* Stored data entries
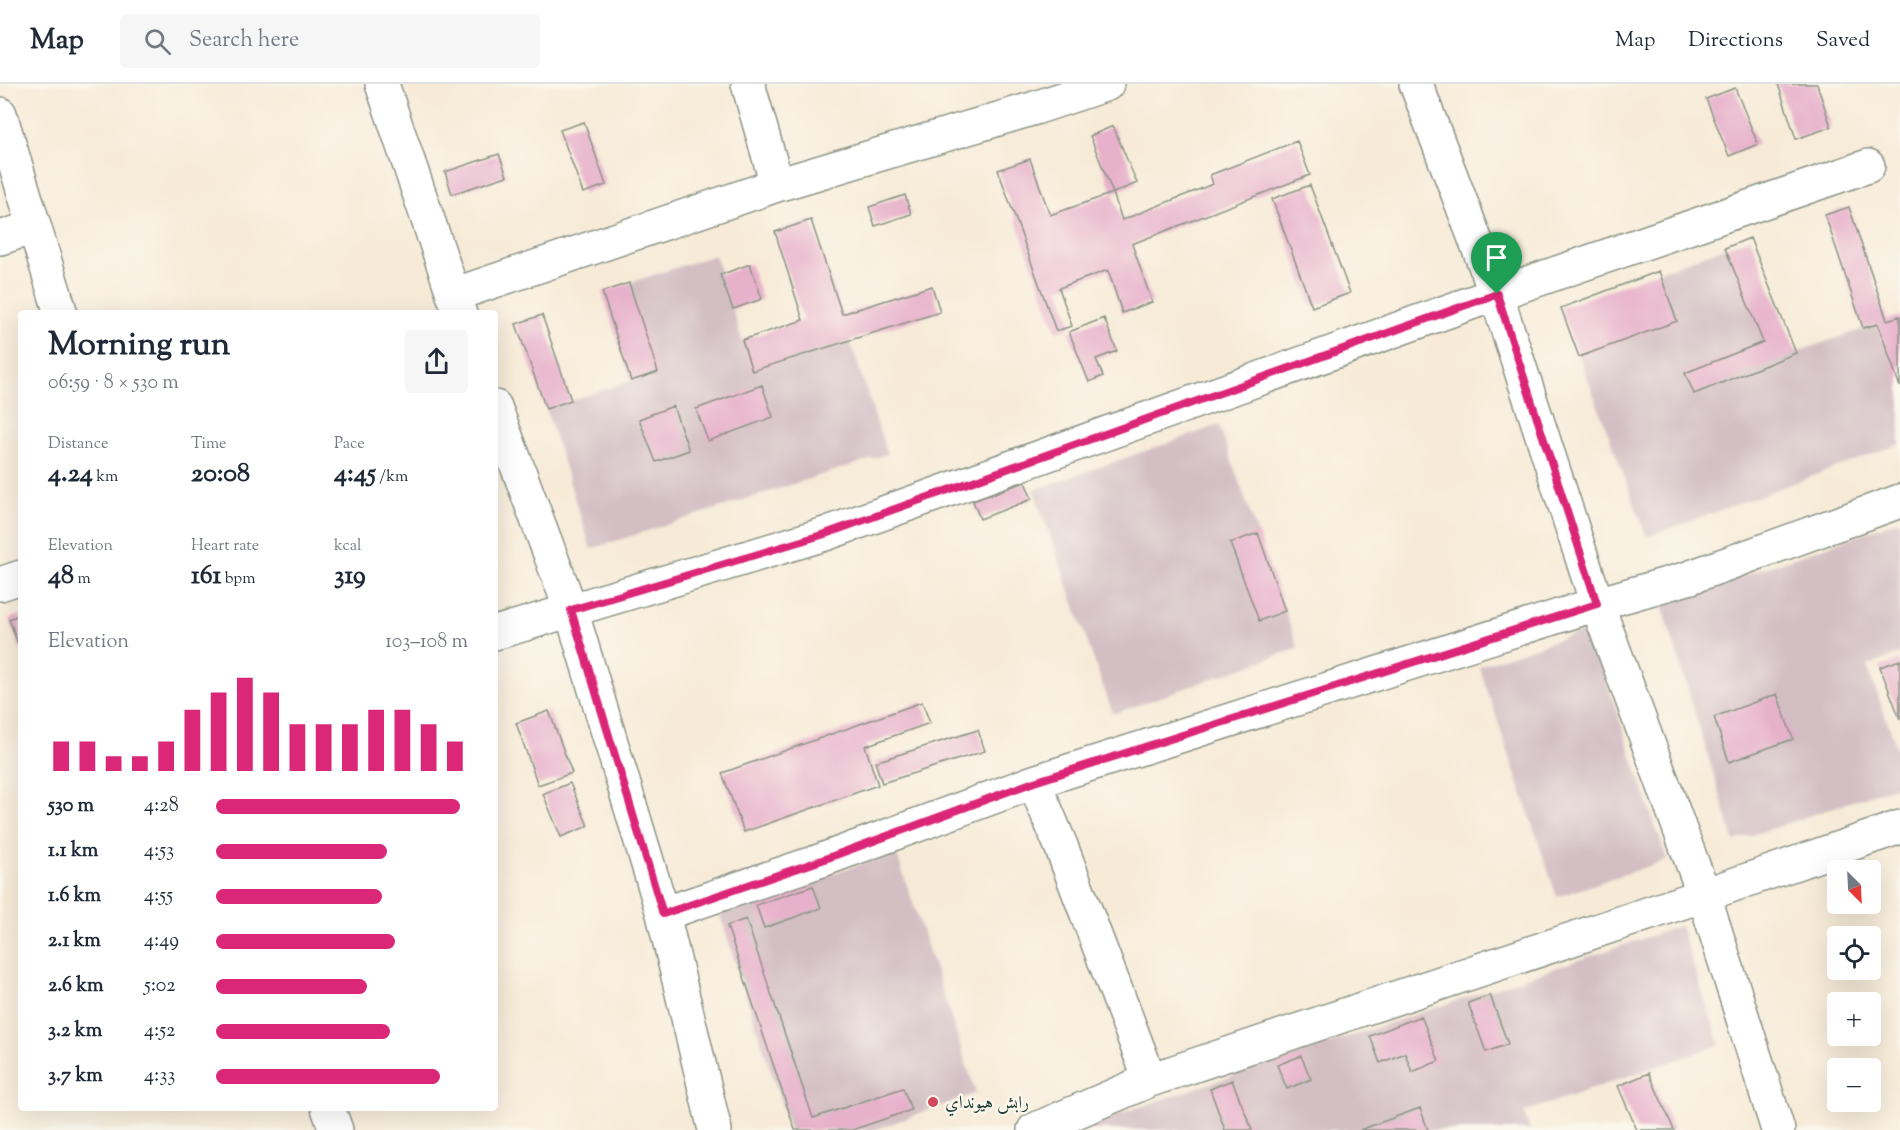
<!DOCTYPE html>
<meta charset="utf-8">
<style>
:root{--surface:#fff;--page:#f6f6f7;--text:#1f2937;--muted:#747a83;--line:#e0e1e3;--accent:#db2777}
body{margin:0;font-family:"Sorts Mill Goudy",Amiri,serif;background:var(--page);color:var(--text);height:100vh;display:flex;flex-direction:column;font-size:22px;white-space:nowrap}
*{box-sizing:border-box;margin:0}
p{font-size:20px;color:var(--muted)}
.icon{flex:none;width:33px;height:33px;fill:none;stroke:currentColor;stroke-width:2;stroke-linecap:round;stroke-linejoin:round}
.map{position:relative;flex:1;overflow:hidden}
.panel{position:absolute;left:18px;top:226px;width:480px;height:801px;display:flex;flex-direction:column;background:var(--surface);border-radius:6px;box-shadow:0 6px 24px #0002}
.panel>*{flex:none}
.needle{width:39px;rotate:156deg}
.fabs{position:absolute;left:1827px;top:776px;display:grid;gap:12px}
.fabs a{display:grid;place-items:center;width:54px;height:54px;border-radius:6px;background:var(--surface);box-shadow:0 6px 24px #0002;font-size:30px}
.pin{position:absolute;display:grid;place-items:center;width:51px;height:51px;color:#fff;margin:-62px -26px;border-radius:50% 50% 50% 0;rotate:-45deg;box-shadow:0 0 6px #0007}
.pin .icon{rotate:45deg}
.round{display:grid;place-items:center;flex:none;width:63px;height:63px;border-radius:6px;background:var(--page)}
.overview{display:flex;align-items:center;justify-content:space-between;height:102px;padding:0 30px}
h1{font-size:33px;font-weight:700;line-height:45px}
.stats{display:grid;grid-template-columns:repeat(3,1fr);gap:9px;height:102px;padding:6px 30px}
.stats div{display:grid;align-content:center}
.stats b{font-size:26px;font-weight:700}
.stats small{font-size:16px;font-weight:400}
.stats p{font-size:16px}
.chart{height:168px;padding:12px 30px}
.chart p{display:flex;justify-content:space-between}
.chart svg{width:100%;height:108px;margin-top:6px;stroke:var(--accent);stroke-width:6}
ul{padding:0 30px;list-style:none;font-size:20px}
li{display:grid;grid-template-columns:96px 72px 1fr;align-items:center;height:45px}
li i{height:15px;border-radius:8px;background:var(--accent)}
header{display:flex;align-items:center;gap:36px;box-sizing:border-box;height:84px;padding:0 30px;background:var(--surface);border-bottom:2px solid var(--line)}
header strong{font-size:28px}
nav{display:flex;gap:33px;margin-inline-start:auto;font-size:21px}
.search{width:420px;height:54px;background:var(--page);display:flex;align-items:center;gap:15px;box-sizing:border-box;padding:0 21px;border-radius:6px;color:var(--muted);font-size:22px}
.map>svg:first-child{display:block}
.industrial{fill:#d2bec3}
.building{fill:#e7b0cb}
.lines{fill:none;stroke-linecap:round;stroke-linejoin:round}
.minor-casing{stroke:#8b9486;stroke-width:36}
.minor{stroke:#fff;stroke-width:33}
.route-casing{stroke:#fff;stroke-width:12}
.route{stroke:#db2777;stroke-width:8}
.poi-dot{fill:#d1495b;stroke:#fbf7ec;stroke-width:2}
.labels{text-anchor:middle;stroke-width:4.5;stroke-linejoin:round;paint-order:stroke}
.poi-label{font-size:18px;fill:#1f3d34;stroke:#fbf7ec;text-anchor:start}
</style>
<header>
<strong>Map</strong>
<div class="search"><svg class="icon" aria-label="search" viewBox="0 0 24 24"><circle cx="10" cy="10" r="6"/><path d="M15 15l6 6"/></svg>Search here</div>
<nav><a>Map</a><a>Directions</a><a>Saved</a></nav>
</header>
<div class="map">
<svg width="1900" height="1046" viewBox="0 0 1900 1046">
<rect width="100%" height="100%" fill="#fbf7ec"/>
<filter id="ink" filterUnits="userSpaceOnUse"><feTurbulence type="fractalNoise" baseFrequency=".0167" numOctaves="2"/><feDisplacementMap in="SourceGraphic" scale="12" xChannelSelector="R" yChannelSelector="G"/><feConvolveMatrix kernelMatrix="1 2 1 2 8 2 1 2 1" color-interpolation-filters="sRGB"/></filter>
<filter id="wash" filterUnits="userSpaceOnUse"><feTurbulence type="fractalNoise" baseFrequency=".008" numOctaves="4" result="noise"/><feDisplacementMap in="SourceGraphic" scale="24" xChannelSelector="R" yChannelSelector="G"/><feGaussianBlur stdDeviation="1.35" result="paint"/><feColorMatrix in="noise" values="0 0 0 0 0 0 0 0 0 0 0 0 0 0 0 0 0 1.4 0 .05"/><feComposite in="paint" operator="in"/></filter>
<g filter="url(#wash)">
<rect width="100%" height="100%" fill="#f7ebd8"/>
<path class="industrial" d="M 1750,154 L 1796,268 L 1878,240 L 1900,304 L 1900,360 L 1647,453 L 1561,224 Z
M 715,171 L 752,287 L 850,256 L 887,370 L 591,465 L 546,325 L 658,288 L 629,199 Z
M 1219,341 L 1298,564 L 1113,630 L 1034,406 Z
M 1900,436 L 1900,570 L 1867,582 L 1900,672 L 1900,701 L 1734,757 L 1662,521 Z
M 1589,545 L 1667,776 L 1557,813 L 1479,582 Z
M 896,768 L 976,1009 L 874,1046 L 790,1046 L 719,828 Z
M 1680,842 L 1720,961 L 1524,1028 L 1530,1046 L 1094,1046 L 1092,1039 Z"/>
<g id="blocks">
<path class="building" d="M 1778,0 L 1817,0 L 1831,43 L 1796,55 Z
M 1735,4 L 1758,60 L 1729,72 L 1706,15 Z
M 584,38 L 606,101 L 583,109 L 560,46 Z
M 1113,42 L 1137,99 L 1113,109 L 1090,52 Z
M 1297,57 L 1310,91 L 1132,160 L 1152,218 L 1122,229 L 1108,186 L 1059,204 L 1072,242 L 1056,247 L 998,86 L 1030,75 L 1050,131 L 1113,109 L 1122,136 L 1213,100 L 1210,91 Z
M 499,70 L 507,92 L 452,110 L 445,88 Z
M 1310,101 L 1350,209 L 1312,223 L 1272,115 Z
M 905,111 L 911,130 L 875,142 L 869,123 Z
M 1849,123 L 1887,236 L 1900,232 L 1900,303 L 1878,240 L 1863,244 L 1825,131 Z
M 811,136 L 842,230 L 932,202 L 940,228 L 752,287 L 742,256 L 803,236 L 775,148 Z
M 1750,154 L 1796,269 L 1694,310 L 1685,289 L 1763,258 L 1725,164 Z
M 750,180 L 762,215 L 733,225 L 720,191 Z
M 1659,187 L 1677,237 L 1579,273 L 1561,224 Z
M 629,199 L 658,288 L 631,297 L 602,208 Z
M 542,231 L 571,316 L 546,325 L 516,240 Z
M 1104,234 L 1117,267 L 1096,275 L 1103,292 L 1089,298 L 1069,248 Z
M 762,301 L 773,333 L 708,357 L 696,325 Z
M 673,322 L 689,366 L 656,378 L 639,335 Z
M 1025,398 L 1032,415 L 980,435 L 973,417 Z
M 1258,449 L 1285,527 L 1259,537 L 1230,459 Z
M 21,530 L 21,568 L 9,535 Z
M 1900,576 L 1900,635 L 1880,583 Z
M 1777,610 L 1793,655 L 1729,678 L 1714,633 Z
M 922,618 L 930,639 L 865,662 L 878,701 L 744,748 L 722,689 Z
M 549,627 L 572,689 L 538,701 L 516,639 Z
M 978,646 L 985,667 L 882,699 L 875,678 Z
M 570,699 L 588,742 L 561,753 L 543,710 Z
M 813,802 L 821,824 L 764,844 L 756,821 Z
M 746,835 L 813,1034 L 903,1004 L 911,1026 L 852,1046 L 795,1046 L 727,842 Z
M 1490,911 L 1508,960 L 1486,968 L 1468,919 Z
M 1421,932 L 1439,977 L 1412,988 L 1405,969 L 1380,979 L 1370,952 Z
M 1301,972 L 1311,995 L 1287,1005 L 1277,981 Z
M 1649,989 L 1674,1046 L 1637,1046 L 1618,1002 Z
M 1232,996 L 1252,1046 L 1225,1046 L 1210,1005 Z
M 1420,1024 L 1428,1046 L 1360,1046 Z"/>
</g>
</g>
<g filter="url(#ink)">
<use href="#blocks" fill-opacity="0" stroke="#8b9486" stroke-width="1.5"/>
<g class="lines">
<defs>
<path id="minor" d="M 382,0 L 460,230
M 748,0 L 777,101
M 1416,0 L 1496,210 L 1597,520 L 1704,811 L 1778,1046
M 0,30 L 61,230
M 0,154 L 34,143
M 453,211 L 777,101 L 1035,24 L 1107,0
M 495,323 L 571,526 L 663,830 L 715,1046
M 0,500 L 21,493
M 495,549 L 825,450 L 1496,210 L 1868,82
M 1034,698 L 1597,520 L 1688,494 L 1900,417
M 663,830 L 822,776 L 1034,698 L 1061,762 L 1150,996
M 328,1024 L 336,1046
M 1034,1046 L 1150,996 L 1704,811 L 1900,743"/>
</defs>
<use href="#minor" class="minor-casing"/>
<use href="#minor" class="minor"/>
</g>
</g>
<g class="lines" filter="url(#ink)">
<defs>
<path id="route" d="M 1497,210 L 1597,520 L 1034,698 L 822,776 L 663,830 L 571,526 L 825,450 Z"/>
</defs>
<use href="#route" class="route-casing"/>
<use href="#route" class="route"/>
</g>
<circle class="poi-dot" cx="933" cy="1018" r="6"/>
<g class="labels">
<g class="poi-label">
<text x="945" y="1024">رابش هيونداي</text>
</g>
</g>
</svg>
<div class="fabs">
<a><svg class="needle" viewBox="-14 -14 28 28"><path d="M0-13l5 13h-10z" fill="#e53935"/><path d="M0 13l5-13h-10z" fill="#747a83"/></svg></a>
<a><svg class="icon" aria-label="locate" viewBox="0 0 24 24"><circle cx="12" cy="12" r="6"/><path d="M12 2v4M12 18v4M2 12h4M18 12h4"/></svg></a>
<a>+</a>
<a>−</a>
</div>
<div class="pin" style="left:1497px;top:210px;background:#1e9e55"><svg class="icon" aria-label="arrive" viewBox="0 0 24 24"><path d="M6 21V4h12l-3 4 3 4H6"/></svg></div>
<section class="panel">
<div class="overview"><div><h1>Morning run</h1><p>06:59 · 8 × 530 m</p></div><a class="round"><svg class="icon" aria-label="share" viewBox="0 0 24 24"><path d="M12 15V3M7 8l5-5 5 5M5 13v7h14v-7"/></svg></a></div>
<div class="stats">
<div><p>Distance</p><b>4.24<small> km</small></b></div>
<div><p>Time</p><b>20:08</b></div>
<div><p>Pace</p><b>4:45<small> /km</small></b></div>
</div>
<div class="stats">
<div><p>Elevation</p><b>48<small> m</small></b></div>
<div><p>Heart rate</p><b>161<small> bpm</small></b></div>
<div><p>kcal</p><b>319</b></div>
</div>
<div class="chart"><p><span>Elevation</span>103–108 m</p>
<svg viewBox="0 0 160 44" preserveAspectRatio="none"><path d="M5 44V32M15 44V32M25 44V38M35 44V38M45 44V32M55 44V19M65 44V12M75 44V6M85 44V12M95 44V25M105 44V25M115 44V25M125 44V19M135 44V19M145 44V25M155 44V32"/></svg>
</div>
<ul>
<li><b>530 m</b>4:28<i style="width:97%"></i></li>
<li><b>1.1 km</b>4:53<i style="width:68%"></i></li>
<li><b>1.6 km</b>4:55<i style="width:66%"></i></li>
<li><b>2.1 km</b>4:49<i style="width:71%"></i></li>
<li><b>2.6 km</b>5:02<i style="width:60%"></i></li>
<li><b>3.2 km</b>4:52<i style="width:69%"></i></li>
<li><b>3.7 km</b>4:33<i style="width:89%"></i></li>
</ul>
</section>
</div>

* Exercise directions
Provide the count of lines above that contain "labels", without any other words.

* Result below
2